For the remaining part of the article, let us focus on the sub-system that will manage cluster metadata in strongly consistent way. In terms of CAP theorem, the module needs to fall under “CP” category. This means that we trade off availability in favor of consistency and tolerance of network partitioning. It seems better for the system to become shortly unavailable, instead of running into split-brain situation, which usually causes data corruption. The solution requires quorum of nodes (n/2 +1) to be reachable to operate correctly.

Network partitioning in Apache Kafka cluster

Few words on ZooKeeper

Creators of Apache Kafka decided to leverage Apache ZooKeeper as a cluster coordination service. ZooKeeper provides configuration management capabilities, distributed synchronization, group membership and leader election receipts. Its data model represents a set of nodes (called “znodes”) organized in hierarchical tree-like data structure. Every node can have mix of different characteristics — persistent, ephemeral or sequential — and contain arbitrary payload stored as binary byte array. Apache Kafka persists data in human-readable JSON format. If you have not done already, download official ZooKeeper distribution which provides CLI interface to interact with the service. Below example presents configuration of Kafka topic, its number of partitions and assignment to brokers:

[zk: localhost:2181(CONNECTED) 0] get /brokers/topics/my-topic
{"version":1,"partitions":{"1":[0,1],"0":[1,0]}}
cZxid = 0x32
ctime = Wed Jan 30 22:11:49 PST 2019
mZxid = 0x32
mtime = Wed Jan 30 22:11:49 PST 2019
pZxid = 0x34
cversion = 1
dataVersion = 0
aclVersion = 0
ephemeralOwner = 0x0
dataLength = 48
numChildren = 1

Nodes of ephemeral type disappear once client session (Kafka broker) that owns given znode disconnects from the cluster. ZooKeeper provides the mechanism of one-time watches that enables clients to receive notifications once znode representing certain path, or any of its children, is created, updated or removed. Apache Kafka implements service discovery using ephemeral data and watches. Every broker subscribes to child notifications of /brokers/ids to receive an event whenever peers leave or join the cluster. Exactly one of Kafka instances within the cluster acts as controller who manages state of partitions, replicas and performs administrative tasks. Every broker is eligible to become controller and watches for removal of ephemeral /controller node. Upon notification of key deletion, server initiates leader election process. The first engine that successfully creates new znode wins the election.

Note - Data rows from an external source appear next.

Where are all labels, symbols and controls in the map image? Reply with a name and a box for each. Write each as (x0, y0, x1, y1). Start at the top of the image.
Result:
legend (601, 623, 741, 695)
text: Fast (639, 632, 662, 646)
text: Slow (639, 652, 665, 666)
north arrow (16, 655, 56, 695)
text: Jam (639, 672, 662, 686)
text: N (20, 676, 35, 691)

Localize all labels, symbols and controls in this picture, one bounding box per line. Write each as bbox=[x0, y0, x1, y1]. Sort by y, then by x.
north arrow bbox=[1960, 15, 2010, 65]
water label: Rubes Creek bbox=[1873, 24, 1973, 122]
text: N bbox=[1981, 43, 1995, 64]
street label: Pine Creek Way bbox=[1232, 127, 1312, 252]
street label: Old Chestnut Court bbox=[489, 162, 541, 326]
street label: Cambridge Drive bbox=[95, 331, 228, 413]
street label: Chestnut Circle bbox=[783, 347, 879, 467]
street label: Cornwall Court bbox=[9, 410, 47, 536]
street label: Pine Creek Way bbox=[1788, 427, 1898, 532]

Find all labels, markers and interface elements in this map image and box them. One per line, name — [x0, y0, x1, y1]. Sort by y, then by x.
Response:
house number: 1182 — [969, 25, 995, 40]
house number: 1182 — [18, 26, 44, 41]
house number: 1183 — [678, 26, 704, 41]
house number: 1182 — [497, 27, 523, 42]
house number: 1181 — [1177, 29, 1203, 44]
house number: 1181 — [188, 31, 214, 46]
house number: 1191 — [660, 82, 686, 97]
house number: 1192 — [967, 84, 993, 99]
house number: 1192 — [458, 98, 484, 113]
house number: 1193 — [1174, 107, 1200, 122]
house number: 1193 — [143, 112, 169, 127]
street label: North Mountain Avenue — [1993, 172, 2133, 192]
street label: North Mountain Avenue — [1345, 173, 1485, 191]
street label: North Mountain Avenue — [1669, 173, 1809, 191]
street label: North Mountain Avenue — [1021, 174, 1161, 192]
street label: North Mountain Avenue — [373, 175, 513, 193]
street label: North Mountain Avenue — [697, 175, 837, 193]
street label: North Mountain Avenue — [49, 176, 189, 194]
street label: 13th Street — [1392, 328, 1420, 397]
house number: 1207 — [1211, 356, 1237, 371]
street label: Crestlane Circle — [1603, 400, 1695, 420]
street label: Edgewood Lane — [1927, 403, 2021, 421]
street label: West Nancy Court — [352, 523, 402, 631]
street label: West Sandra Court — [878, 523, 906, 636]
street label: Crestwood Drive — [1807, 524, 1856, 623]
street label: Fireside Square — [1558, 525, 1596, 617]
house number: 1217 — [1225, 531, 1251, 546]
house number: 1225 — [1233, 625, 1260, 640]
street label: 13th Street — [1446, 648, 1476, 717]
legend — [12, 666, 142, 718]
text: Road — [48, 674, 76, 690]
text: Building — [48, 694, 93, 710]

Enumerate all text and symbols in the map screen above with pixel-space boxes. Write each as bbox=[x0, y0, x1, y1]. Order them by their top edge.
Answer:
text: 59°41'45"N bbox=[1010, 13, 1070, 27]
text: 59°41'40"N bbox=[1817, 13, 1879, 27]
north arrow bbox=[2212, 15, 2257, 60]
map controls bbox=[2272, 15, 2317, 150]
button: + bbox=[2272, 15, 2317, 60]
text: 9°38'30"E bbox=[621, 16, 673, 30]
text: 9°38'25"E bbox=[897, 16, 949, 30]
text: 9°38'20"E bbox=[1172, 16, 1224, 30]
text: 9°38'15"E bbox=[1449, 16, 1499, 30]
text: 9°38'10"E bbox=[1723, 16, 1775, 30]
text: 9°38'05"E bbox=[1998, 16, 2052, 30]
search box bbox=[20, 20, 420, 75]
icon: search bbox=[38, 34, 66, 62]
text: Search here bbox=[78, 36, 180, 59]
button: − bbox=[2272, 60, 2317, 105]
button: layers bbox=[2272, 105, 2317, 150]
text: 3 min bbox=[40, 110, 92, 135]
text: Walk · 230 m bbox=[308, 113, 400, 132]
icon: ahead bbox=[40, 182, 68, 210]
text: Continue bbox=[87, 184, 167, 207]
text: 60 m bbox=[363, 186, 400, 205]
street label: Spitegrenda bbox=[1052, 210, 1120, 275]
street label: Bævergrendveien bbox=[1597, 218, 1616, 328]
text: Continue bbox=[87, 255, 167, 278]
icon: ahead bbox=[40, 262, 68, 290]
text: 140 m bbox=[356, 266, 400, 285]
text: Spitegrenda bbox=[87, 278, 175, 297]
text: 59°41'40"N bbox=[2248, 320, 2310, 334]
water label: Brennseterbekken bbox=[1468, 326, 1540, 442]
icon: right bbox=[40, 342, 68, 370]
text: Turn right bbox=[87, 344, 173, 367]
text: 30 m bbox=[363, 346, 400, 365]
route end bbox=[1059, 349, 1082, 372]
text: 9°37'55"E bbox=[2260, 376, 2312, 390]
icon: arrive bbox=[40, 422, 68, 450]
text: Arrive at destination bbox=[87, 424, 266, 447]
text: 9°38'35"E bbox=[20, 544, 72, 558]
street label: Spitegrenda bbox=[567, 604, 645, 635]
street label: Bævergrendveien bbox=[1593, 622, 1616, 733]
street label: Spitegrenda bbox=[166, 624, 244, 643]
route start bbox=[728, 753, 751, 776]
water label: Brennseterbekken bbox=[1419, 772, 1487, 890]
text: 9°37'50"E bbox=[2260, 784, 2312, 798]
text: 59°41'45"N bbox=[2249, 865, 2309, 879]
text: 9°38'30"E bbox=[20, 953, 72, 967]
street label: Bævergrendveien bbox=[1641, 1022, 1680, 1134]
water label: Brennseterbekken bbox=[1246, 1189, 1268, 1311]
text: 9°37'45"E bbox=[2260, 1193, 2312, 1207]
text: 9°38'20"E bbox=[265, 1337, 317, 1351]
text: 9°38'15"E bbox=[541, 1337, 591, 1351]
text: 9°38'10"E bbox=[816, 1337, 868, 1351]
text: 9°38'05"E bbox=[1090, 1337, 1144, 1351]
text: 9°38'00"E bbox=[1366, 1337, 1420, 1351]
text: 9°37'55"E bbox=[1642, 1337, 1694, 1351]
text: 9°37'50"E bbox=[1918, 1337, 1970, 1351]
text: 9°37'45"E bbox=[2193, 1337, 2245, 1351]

[zk: localhost:2181(CONNECTED) 0] ls /brokers/ids
[0, 1]
[zk: localhost:2181(CONNECTED) 1] get /brokers/ids/0
{"listener_security_protocol_map":{"PLAINTEXT":"PLAINTEXT"},"endpoints":["PLAINTEXT://192.168.1.8:9092"],"jmx_port":-1,"host":"192.168.1.8","timestamp":"1548914820968","port":9092,"version":4}
cZxid = 0x18
ctime = Wed Jan 30 22:07:01 PST 2019
mZxid = 0x18
mtime = Wed Jan 30 22:07:01 PST 2019
pZxid = 0x18
cversion = 0
dataVersion = 0
aclVersion = 0
ephemeralOwner = 0x1000005c2fd0000
dataLength = 192
numChildren = 0
[zk: localhost:2181(CONNECTED) 2] get /controller
{"version":1,"brokerid":0,"timestamp":"1548914821132"}
cZxid = 0x1a
ctime = Wed Jan 30 22:07:01 PST 2019
mZxid = 0x1a
mtime = Wed Jan 30 22:07:01 PST 2019
pZxid = 0x1a
cversion = 0
dataVersion = 0
aclVersion = 0
ephemeralOwner = 0x1000005c2fd0000
dataLength = 54
numChildren = 0

Sequential znodes guarantee unique names by automatically assigning a sequence number suffix. Apache Kafka uses various nodes to broadcast cluster state changes, e.g. /isr_change_notification for updating ISR list of topic-partitions. Sequential nodes guarantee entry ordering and form a foundation of ZooKeeper queue recipe. Example value of notification about ISR change captured while running Kafka inside IDE:

/isr_change_notification/isr_change_0000000015
{
"version": 1,
"partitions": [
{ "topic": "__consumer_offsets", "partition": 28 },
{ "topic": "__consumer_offsets", "partition": 22 }
]
}

Kafka brokers heavily depend on connectivity with ZooKeeper ensemble. If the link breaks, users may experience messages lost, but luckily only with relaxed setup of acks property on producer side (different than all). I recommend reading an article series by Jack Vanlightly, who performed extensive Kafka resilience testing.

To summarize, Apache ZooKeeper is an excellent tool for managing data in strongly consistent fusion. It has been used by number of big data Apache projects in Hadoop ecosystem (e.g. Hadoop MapReduce, HBase, Solr, Neo4J, Mesos). But in 2019, we may have other cool options…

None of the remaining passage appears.